Nostalgia has its limits

It feels like 1984. The Cure, Depeche Mode, Peter Gabriel, Bruce Springsteen, Lionel Richie, Kiss, Madonna, Rod Stewart will all be performing at the Bell Center over the next few months. Except that in 1984, Bruce Springsteen could be seen from a seat “in the red” at the Forum for $19.50 (the equivalent of $50.35 today, according to the Bank of Canada).


How much does it cost today to get a ticket to a Bruce Springsteen show at the Bell Center in November, in the red equivalent of the Forum? At the very least $439 and up to $1500.

I’m not talking about the prices demanded by shady resellers, but those displayed on the official Ticketmaster website. The price of rent. And not just in the working-class neighborhoods the Boss usually talks about. I had the chance that a friend unearthed us tickets, the morning of the official sale, for “only” 10 times the price of 1984. What a godsend!

I was there in 2008, during Springsteen’s last visit to Montreal, at the invitation of my friend and boss Alain, exegete of the Boss. I had inherited Foglia’s ticket. Fifteen years ago, it cost $126.75 to see the E Street Band from the Bell Center floor. At Ticketmaster’s resale price this week, a ticket at the same location was $850.62 to see Springsteen next fall. There is inflation and inflation.

It’s hard, under the circumstances, not to feel like the turkey of a very flat farce. That of dynamic pricing – which my colleague Marissa Groguhé spoke about in our pages in October – and resale by Ticketmaster, which replaces scalpers of yesteryear, testing the limits (and ability to pay) of viewers.

You have to be a turkey to shell out $200 to attend the Bell Center in August, Celebration Tour of Madonna… from behind the stage. I did say “attend”, not “see”.

I am no less nostalgic turkey than the others. I too wanted to line up virtually on Wednesday morning to get my hands on tickets for The Cure, still at the Bell Center, in June.

At least the biggest “alternative” band of my teenage years decided to offer reasonably priced tickets, ignoring dynamic pricing and platinum tickets, unlike most musicians on tour now (VIP package for Madonna at the Bell Center costs $2,500).

These marketing strategies are not without consequences for artists. The sometimes prohibitive prices of Bruce Springsteen’s show have earned him an unprecedented backlash among his most loyal fans.

Many have wondered why this “working class hero”, who sold all his music rights to Sony for half a billion dollars in 2021, thus ran the risk of tarnishing his reputation, at 73, for a few million dollars. more. The price to be paid is not always quantifiable in US dollars.


PHOTO ANNE GAUTHIER, LA PRESSE ARCHIVES

Robert Smith, lead singer of The Cure, performing at Osheaga in August 2013

The Cure is concretely opposed to soaring ticket prices and it is to its credit. The only time I saw the band perform was 25 years ago in Lyon. It had cost me nothing. I had gone outside the Roman theater of Fourvière to listen to Robert Smith sing. He was only 39 years old. He will be 64 next month.

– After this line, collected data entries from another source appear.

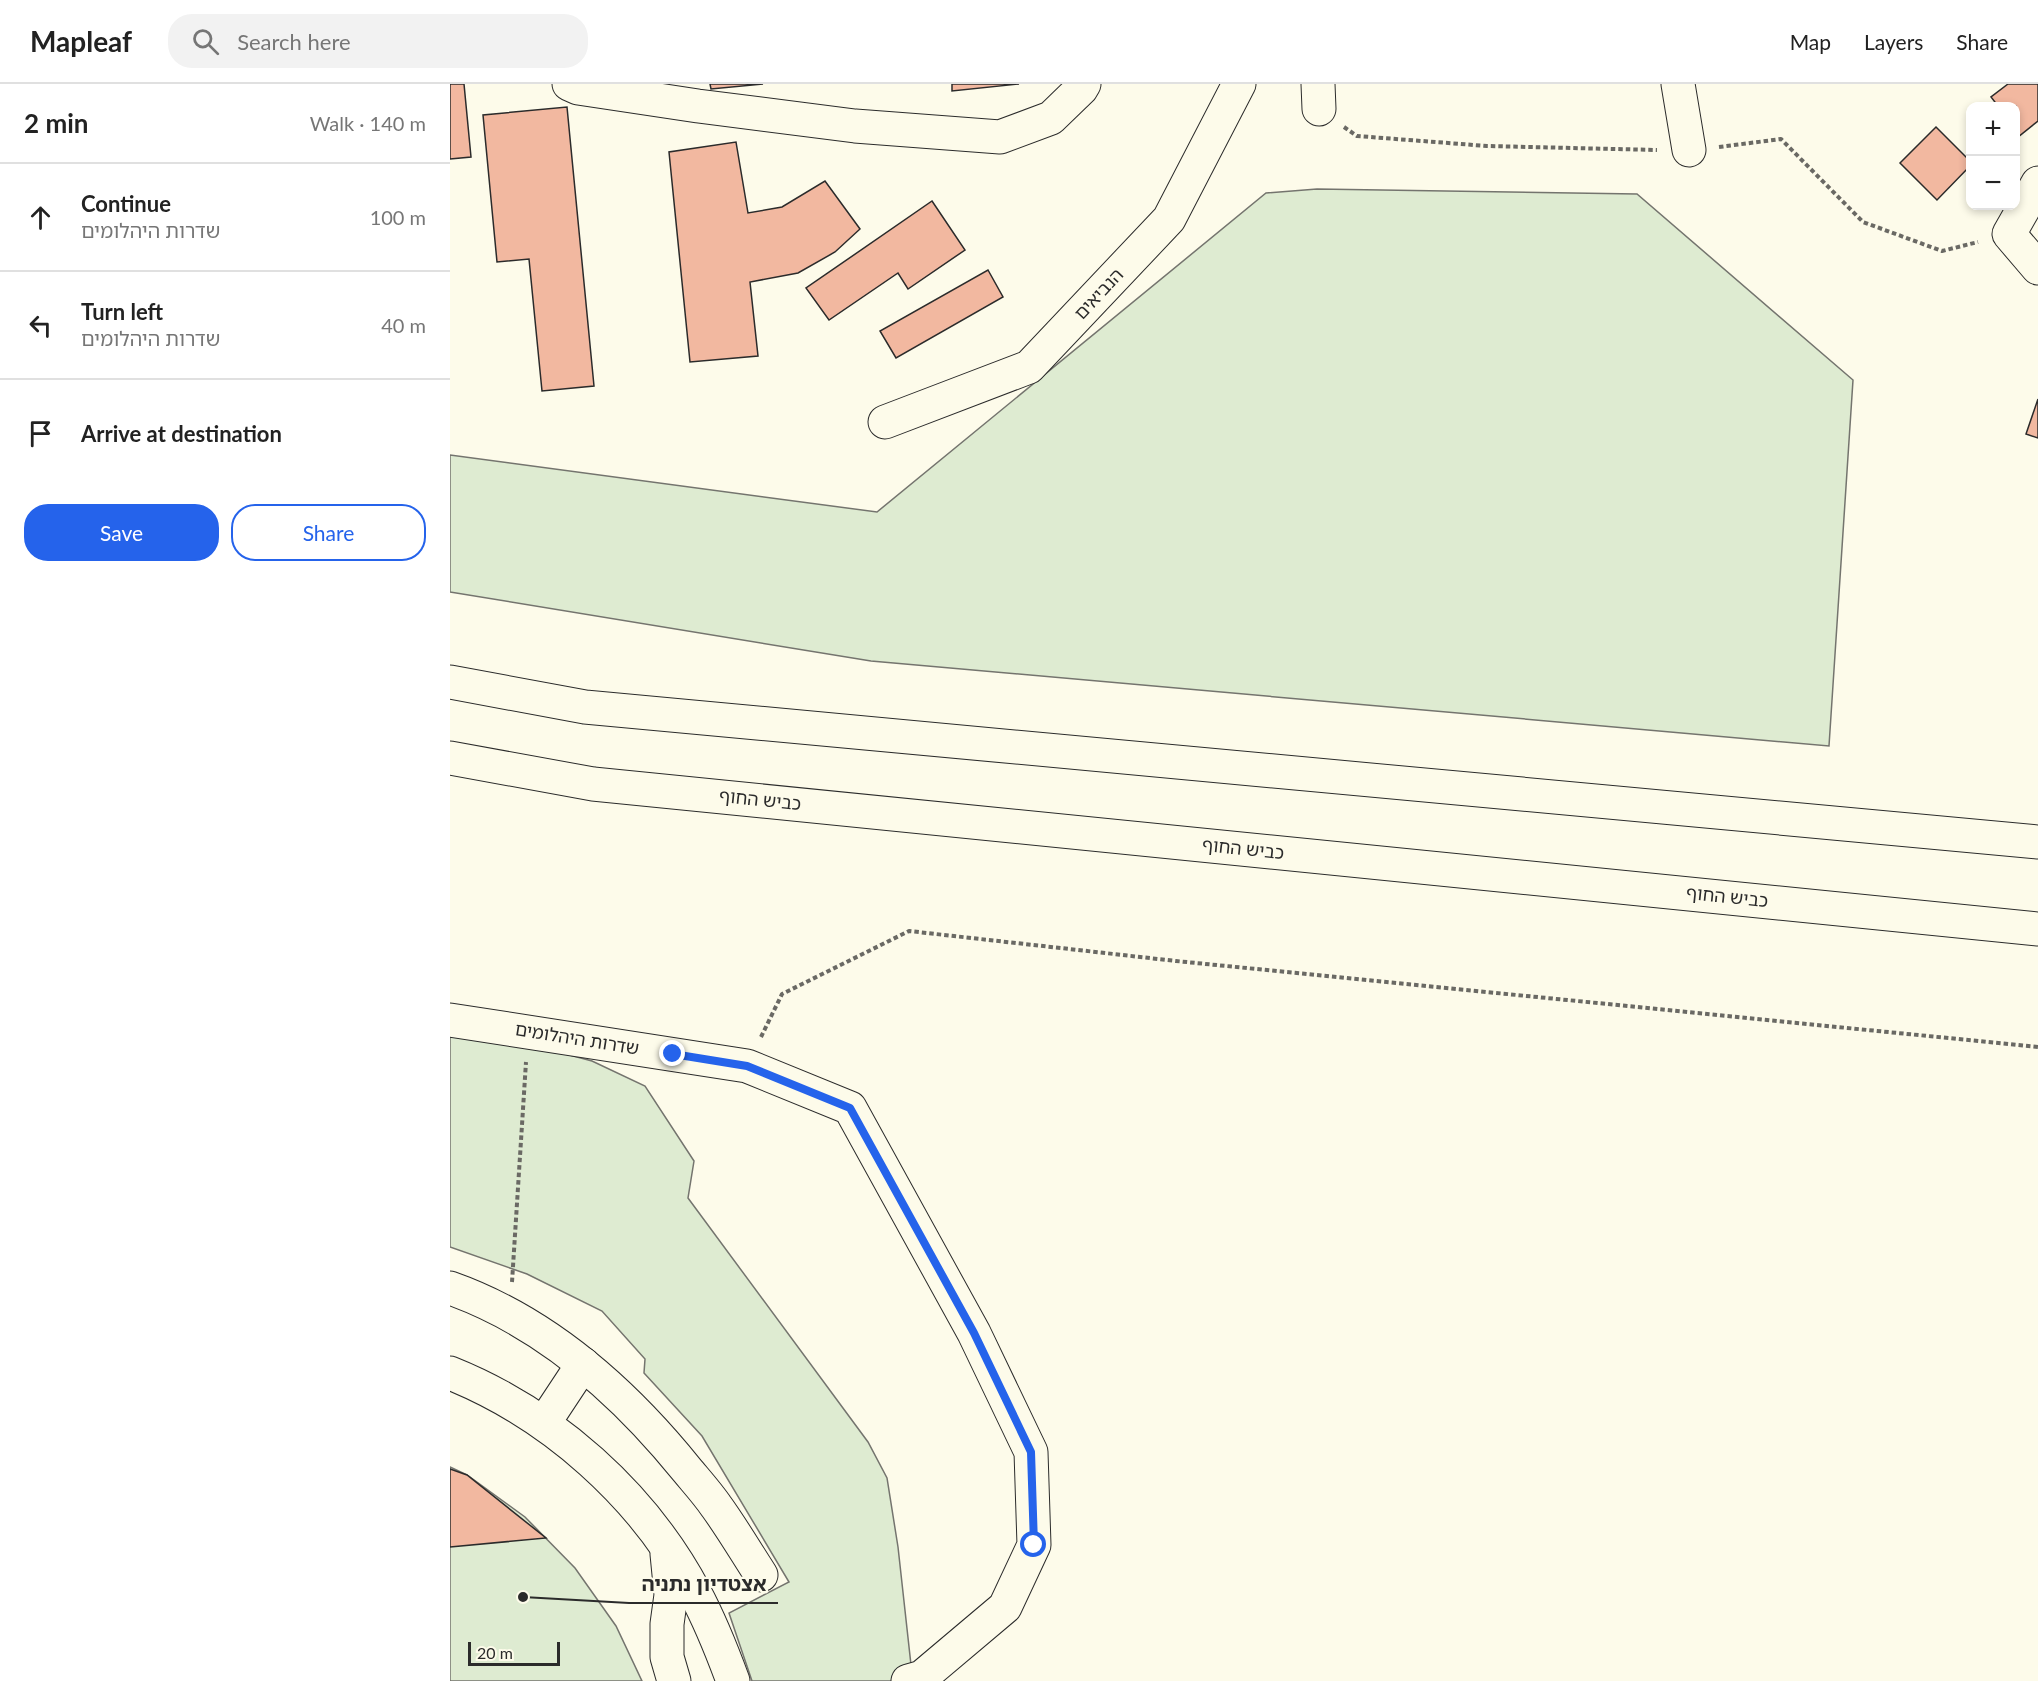 <!DOCTYPE html>
<html lang="en">
<head>
<meta charset="utf-8">
<style>
	:root { --surface:#fff; --page:#f2f2f2; --text:#222; --muted:#767676; --line:#e0e0e0; --accent:#2563eb }
	body { margin:0; font-family:Lato,"Noto Sans Hebrew",sans-serif; background:var(--page); color:var(--text) }
	.controls { position:absolute; right:18px; top:18px; display:grid; overflow:hidden; border-radius:12px; box-shadow:0 3px 9px #0003 }
	.controls button { width:54px; height:54px; display:grid; place-items:center; padding:0; border:0; border-bottom:2px solid var(--line); background:var(--surface); color:var(--text); font:30px sans-serif }
	.scale { position:absolute; left:18px; bottom:15px; width:92px; box-sizing:border-box; padding-left:6px; border:3px solid #2b2b2b; border-top:0; font-size:16px; line-height:21px; white-space:nowrap; color:#2b2b2b; -webkit-text-stroke:4px #fdfbea; paint-order:stroke }
	.stop { position:absolute; width:18px; height:18px; margin:-14px; border:4px solid #2563eb; border-radius:50%; background:#fff }
	.stop.end { background:#2563eb; border-color:#fff; box-shadow:0 2px 6px #0008 }
	.list { margin:0; padding:0; list-style:none }
	h2 { display:flex; justify-content:space-between; align-items:center; height:78px; margin:0; padding:0 24px; font-size:26px }
	h2 small { font-size:20px; font-weight:400; color:var(--muted) }
	.list li { display:grid; grid-template-columns:39px 1fr auto; gap:18px; align-items:center; box-sizing:border-box; height:108px; padding:0 24px; border-top:2px solid var(--line) }
	.list b { display:block; font-size:22px; white-space:nowrap }
	.list p { margin:0; font-size:20px; white-space:nowrap; color:var(--muted) }
	.list em { font-size:20px; font-style:normal; color:var(--muted) }
	.actions { display:flex; gap:12px; padding:18px 24px }
	.actions a { flex:1; padding:14px 0; border:2px solid var(--accent); border-radius:24px; text-align:center; font-size:21px; color:var(--accent) }
	.actions .main { background:var(--accent); color:#fff }
	.icon { flex:none; width:33px; height:33px; fill:none; stroke:currentColor; stroke-width:2; stroke-linecap:round; stroke-linejoin:round }
	.map { position:relative; flex:none; width:1588px; height:1597px; overflow:hidden }
	header { display:flex; align-items:center; gap:36px; box-sizing:border-box; height:84px; padding:0 30px; background:var(--surface); border-bottom:2px solid var(--line) }
	header strong { font-size:28px }
	nav { display:flex; gap:33px; margin-inline-start:auto; font-size:21px }
	.search { width:420px; height:54px; background:var(--page); display:flex; align-items:center; gap:15px; box-sizing:border-box; padding:0 21px; border-radius:24px; color:var(--muted); font-size:22px }
	main { display:flex }
	aside { flex:1; background:var(--surface) }
	.map>svg:first-child { display:block }
	.green { fill:#deebd1; stroke:#74746e; stroke-width:1.5 }
	.building { fill:#f2b8a0; stroke:#2b2b2b; stroke-width:1.5 }
	.lines { fill:none; stroke-linecap:round; stroke-linejoin:round }
	.minor-casing { stroke:#2b2b2b; stroke-width:35 }
	.highway-casing { stroke:#2b2b2b; stroke-width:35 }
	.path { stroke:#6a6964; stroke-width:4; stroke-dasharray:4.5 3; stroke-linecap:butt }
	.minor { stroke:#fdfbea; stroke-width:33 }
	.highway { stroke:#fdfbea; stroke-width:33 }
	.route { stroke:#2563eb; stroke-width:8 }
	.labels { text-anchor:middle; stroke-width:4.5; stroke-linejoin:round; paint-order:stroke }
	.street-label { font-size:18px; fill:#2b2b2b; stroke:#fdfbea }
	.leader { fill:none; stroke:#2b2b2b; stroke-width:2 }
	.callout-dot { fill:#2b2b2b; stroke:#fdfbea; stroke-width:2 }
	.callout-label { font-size:20px; text-anchor:middle; font-weight:bold; fill:#2b2b2b; stroke:#fdfbea; stroke-width:4.5; stroke-linejoin:round; paint-order:stroke }
</style>
</head>
<body>
<header>
<strong>Mapleaf</strong>
<div class="search"><svg class="icon" aria-label="search" viewBox="0 0 24 24"><circle cx="10" cy="10" r="6"/><path d="M15 15l6 6"/></svg>Search here</div>
<nav><a>Map</a><a>Layers</a><a>Share</a></nav>
</header>
<main>
<aside>
<h2>2 min<small>Walk · 140 m</small></h2>
<ul class="list">
<li><svg class="icon" aria-label="ahead" viewBox="0 0 24 24"><path d="M12 20V5M6 11l6-6 6 6"/></svg><div><b>Continue</b><p>שדרות היהלומים</p></div><em>100 m</em></li>
<li><svg class="icon" aria-label="left" viewBox="0 0 24 24"><path d="M17 20v-9H6M10 6l-5 5 5 5"/></svg><div><b>Turn left</b><p>שדרות היהלומים</p></div><em>40 m</em></li>
<li><svg class="icon" aria-label="arrive" viewBox="0 0 24 24"><path d="M6 21V4h12l-3 4 3 4H6"/></svg><div><b>Arrive at destination</b></div></li>
</ul>
<div class="actions"><a class="main">Save</a><a>Share</a></div>
</aside>
<div class="map">
<svg width="1588" height="1597" viewBox="0 0 1588 1597">
	<rect width="100%" height="100%" fill="#fdfbea"/>
	<g class="green">
		<path d="M 867,105 L 1187,110 L 1403,296 L 1379,662 L 421,577 L 0,508 L 0,371 L 427,428 L 816,109 Z"/>
		<path d="M 0,949 L 82,961 L 142,977 L 195,1002 L 244,1077 L 238,1114 L 418,1358 L 437,1394 L 448,1463 L 461,1581 L 454,1597 L 302,1597 L 279,1529 L 339,1498 L 252,1352 L 194,1289 L 195,1275 L 152,1227 L 77,1190 L 0,1163 Z"/>
		<path d="M 0,1383 L 17,1391 L 75,1433 L 125,1484 L 166,1542 L 192,1597 L 0,1597 Z"/>
	</g>
	<g class="building">
		<path d="M 0,0 L 14,0 L 21,73 L 0,75 Z"/>
		<path d="M 260,0 L 313,0 L 261,5 Z"/>
		<path d="M 502,0 L 569,0 L 502,7 Z"/>
		<path d="M 1558,0 L 1588,0 L 1588,37 L 1568,53 L 1566,49 L 1566,22 L 1548,22 L 1541,13 Z"/>
		<path d="M 117,23 L 144,302 L 92,307 L 79,175 L 47,178 L 33,31 Z"/>
		<path d="M 1486,43 L 1520,77 L 1520,82 L 1487,116 L 1450,79 Z"/>
		<path d="M 286,58 L 298,129 L 332,123 L 375,97 L 410,145 L 385,168 L 348,189 L 300,198 L 308,272 L 240,278 L 219,68 Z"/>
		<path d="M 482,117 L 515,166 L 458,205 L 448,189 L 379,236 L 356,204 Z"/>
		<path d="M 538,186 L 553,213 L 446,274 L 430,247 Z"/>
		<path d="M 1588,315 L 1588,354 L 1576,350 Z"/>
		<path d="M 0,1385 L 17,1391 L 96,1454 L 0,1463 Z"/>
	</g>
	<g class="lines">
		<defs>
			<g id="minor">
				<path d="M 119,0 L 128,4 L 248,22 L 405,42 L 550,53 L 601,34 L 631,5 L 634,0"/>
				<path d="M 868,0 L 869,25"/>
				<path d="M 1228,0 L 1239,66"/>
				<path d="M 1588,99 L 1559,150 L 1588,184"/>
				<path d="M 435,338 L 579,283 L 719,135 L 789,0"/>
				<path d="M 0,936 L 297,982 L 400,1024 L 524,1249 L 581,1368 L 584,1461 L 555,1523 L 472,1593 L 458,1597"/>
				<path d="M 0,1204 C 96,1238 174,1308 237,1386 C 247,1398 257,1409 266,1422 C 282,1444 296,1468 311,1491"/>
				<path d="M 0,1289 C 102,1330 193,1411 245,1509 C 260,1537 272,1567 283,1597"/>
				<path d="M 94,1339 L 133,1280"/>
				<path d="M 217,1470 L 221,1511 L 217,1540 L 217,1573 L 224,1597"/>
			</g>
			<g id="highway">
				<path d="M 0,598 L 135,623 L 1588,758"/>
				<path d="M 0,674 L 143,700 L 1588,845"/>
			</g>
		</defs>
		<use href="#minor" class="minor-casing"/>
		<use href="#highway" class="highway-casing"/>
		<g class="path">
			<path d="M 894,43 L 907,52 L 1037,62 L 1207,66"/>
			<path d="M 1269,63 L 1331,55 L 1413,138 L 1492,167 L 1528,158"/>
			<path d="M 311,953 L 332,910 L 459,847 L 726,877 L 1588,963"/>
			<path d="M 62,1198 L 76,978"/>
		</g>
		<use href="#minor" class="minor"/>
		<use href="#highway" class="highway"/>
	</g>
	<g class="lines">
		<path class="route" d="M 223,970 L 297,982 L 400,1024 L 524,1249 L 581,1368 L 584,1461"/>
	</g>
	<g class="labels">
		<g class="street-label">
			<text transform="translate(649 210) rotate(-47)" y="6">הנביאים</text>
			<text transform="translate(310 716) rotate(6)" y="6">כביש החוף</text>
			<text transform="translate(793 765) rotate(6)" y="6">כביש החוף</text>
			<text transform="translate(1277 813) rotate(6)" y="6">כביש החוף</text>
			<text transform="translate(127 955) rotate(9)" y="6">שדרות היהלומים</text>
		</g>
	</g>
	<path class="leader" d="M73 1513L179 1519H328"/>
	<circle class="callout-dot" cx="73" cy="1513" r="6"/>
	<g class="callout-label">
		<text x="254" y="1507">אצטדיון נתניה</text>
	</g>
</svg>
<div class="controls">
<button>+</button>
<button>−</button>
</div>
<div class="scale">20 m</div>
<div class="stop" style="left:584px;top:1461px"></div>
<div class="stop end" style="left:223px;top:970px"></div>
</div>
</main>
</body>
</html>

Retirement no longer exists for the old glories of popular music. The Rolling Stones are back on tour despite the death two years ago of their drummer Charlie Watts. Depeche Mode will be in Montreal despite the death last year of its keyboardist Andy Fletcher. Lynyrd Skynyrd resumed touring a week after the death of guitarist and founder Gary Rossington. As long as there are nostalgic people to pay…

I’m not fooled why a good part of the Bell Center’s show program could be confused with that of 40 years ago at the Forum. I have reached the age where I can theoretically afford one (two or three) trip of nostalgia.

Very few 25-year-olds will be able and willing to pay $200 to see Bruce Springsteen, Peter Gabriel or The Cure perform. As very few 50 year olds will want to hear new songs from these artists.

We will see Depeche Mode or Madonna for fun, of course. We also go there to lull ourselves into the illusion that our physical age is the same as our mental age, that is to say the age that we feel we have, and which is sometimes 10 years lower at our real age. In my head, I’m barely 40 years old.

Where does my nostalgia end? Where my principles take over. To see Metallica at Olympic Stadium in August, Ticketmaster charges a minimum of $374. Tickets climb very quickly to $600, $800, or even $1,200. A ticket for the Guns N’Roses show in a box at Parc Jean-Drapeau, three days earlier? $1925. They have foreheads all around their heads.

I paid $39.25 to see Metallica AND Guns at Olympic Stadium in 1992. Ever since the Axl Rose riot, I swore I wouldn’t give that jerk another penny, and I’ll keep my word. . Maybe I’ll go see it again when Metallica and Guns N’Roses put on a free show to make up for the viewers of 31 years ago. Not before. Nostalgia always has its limits.